Dans une décision datée du 6 octobre 2015, (Décision C-362/14 – Affaire Max Schrems c/ Facebook ou “Schrems I”) la Cour de Justice de l’Union Européenne (CJUE) a invalidé la décision 2000/520/CE qui considérait le “Safe Harbor” comme une base suffisante pour le transfert de données personnelles aux États-Unis. Depuis cette décision, les 4’500 entreprises qui ont transféré des données personnelles vers les USA sur la base du Safe Harbor doivent vérifier que leur politique de protection des données est conforme au droit européen.

Comment en est-on arrivé là, quelles sont les répercutions pour les entreprises et pour les données des individus ? Un début de réponse dans les recommandations du Groupe de l’Article 29 et dans celles du Préposé Fédéral à la Protection des Données et à la Transparence (PFPDT).

II.  Résumé de l’affaire

Maximilian Schrems, un utilisateur de Facebook en Autriche, considère que Facebook ne respecte pas les principes de la protection des données lorsqu’elles sont transférées par Facebook aux Etat-Unis.

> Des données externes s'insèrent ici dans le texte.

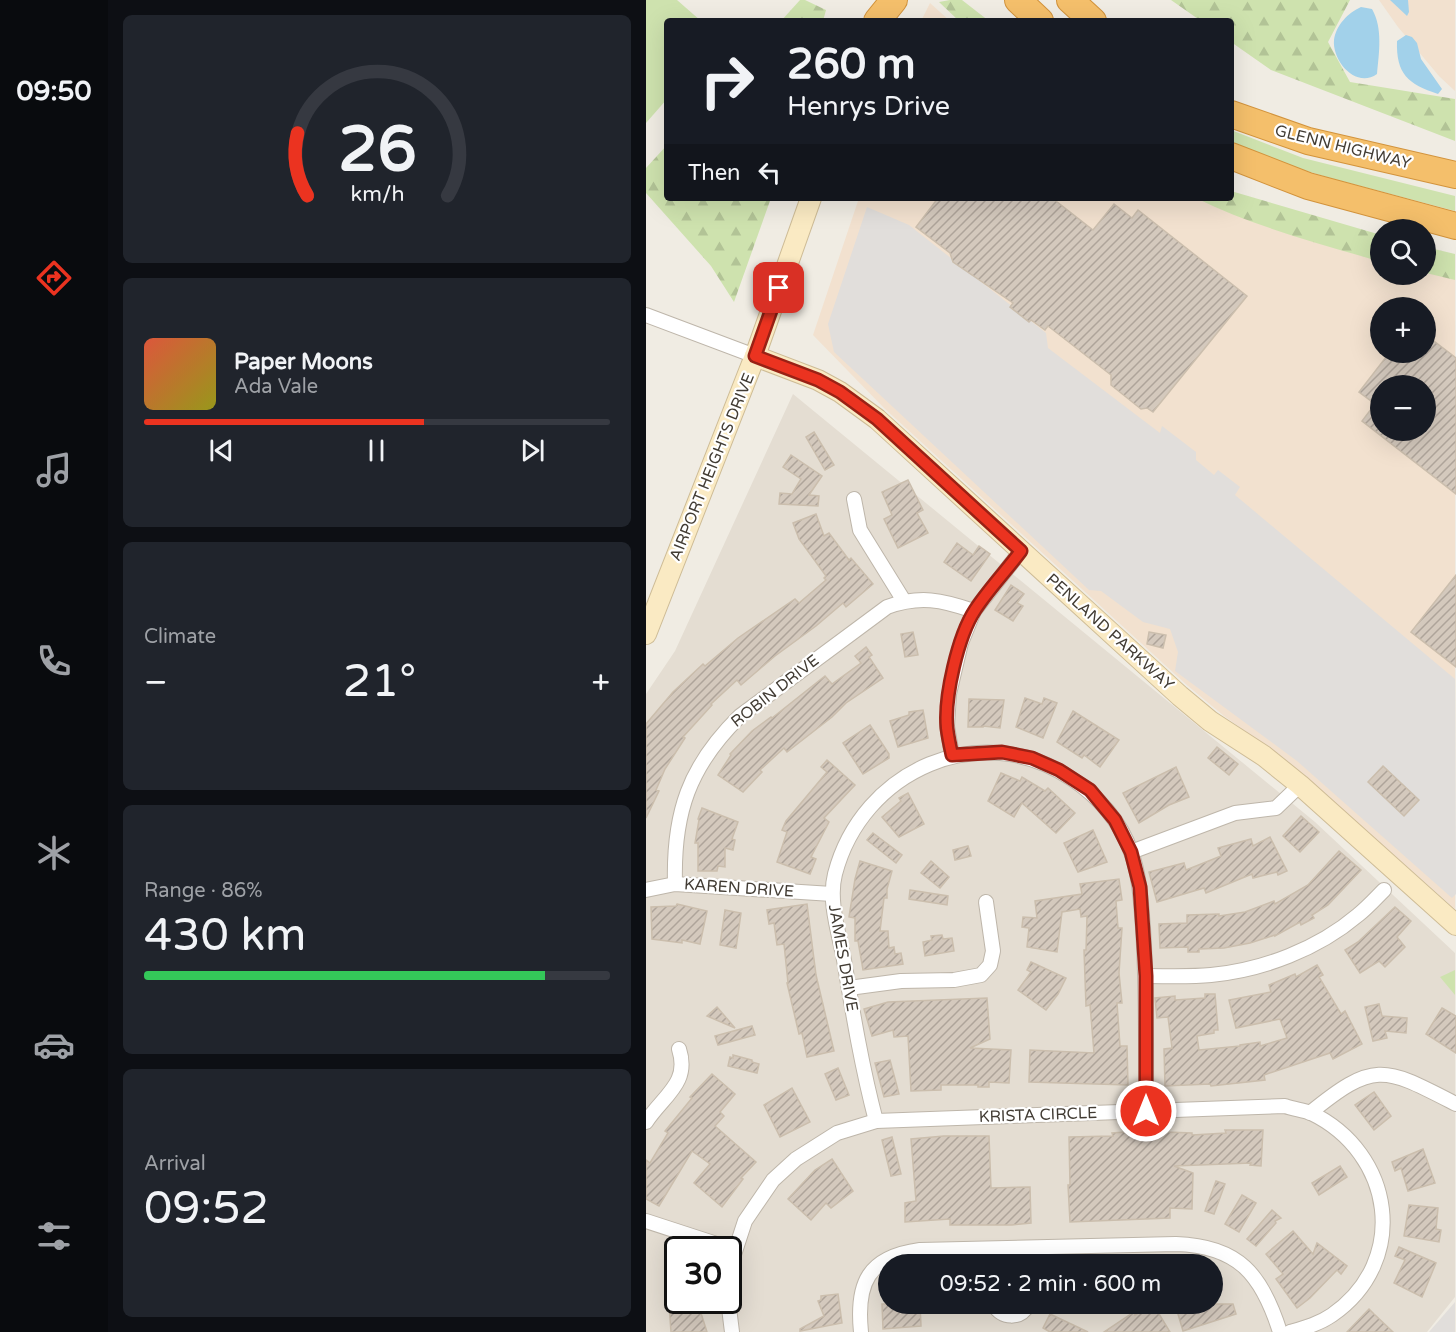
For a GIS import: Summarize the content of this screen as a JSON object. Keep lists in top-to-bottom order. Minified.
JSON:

En effet, ces données peuvent être accessibles par les autorités américaines sans que la personne concernée ne puisse s’y opposer. Comme beaucoup d’entreprises actives dans le domaine de l’informatique, le siège européen de Facebook est situé en Irlande qui sert de pont avec les USA; dans notre cas pour le rapatriement des données personnelles.

Cet utilisateur de Facebook dépose donc une plainte auprès de la Commissaire irlandaise à la protection des données pour interdire à Facebook le transfert de ses données aux USA. La Commissaire refuse d’entrer en matière puisque, selon elle, il découle de la décision 2000/520/CE instituant le Safe Harbor que les Etats-Unis disposent d’une niveau de protection adéquat pour garantir le respect des principes de la protection des données des individus européens.

Après cet échec, Max Schrems porte l’affaire devant la High Court of Justice of Ireland, qui renvoie l’affaire à la CJUE pour lui poser une question à titre préjudiciel. La Cour irlandaise demande alors si les autorités nationales disposent de la compétence de se saisir d’une plainte d’un individu alors que la décision 2000/520/CE garantit déjà, au niveau européen, que les Etats-Unis sont considérés comme un pays sûr concernant la protection des données.

La CJUE répond de manière claire et sans appel que le Safe Harbor ne permet plus, au vu des méthodes de surveillance massives américaines, de garantir aux citoyens européens une protection adéquate de leurs données lorsqu’elles sont transférées aux Etats-Unis. Elle donne donc raison à M. Schrems et juge que la décision 2000/520/CE est invalidée.

Il appartiendra dès lors à la Commissaire irlandaise à la protection des données d’examiner, dans le cas concret, si les mesures de sécurité mises en place par Facebook sont suffisantes pour garantir un niveau de protection adéquat des données des utilisateurs.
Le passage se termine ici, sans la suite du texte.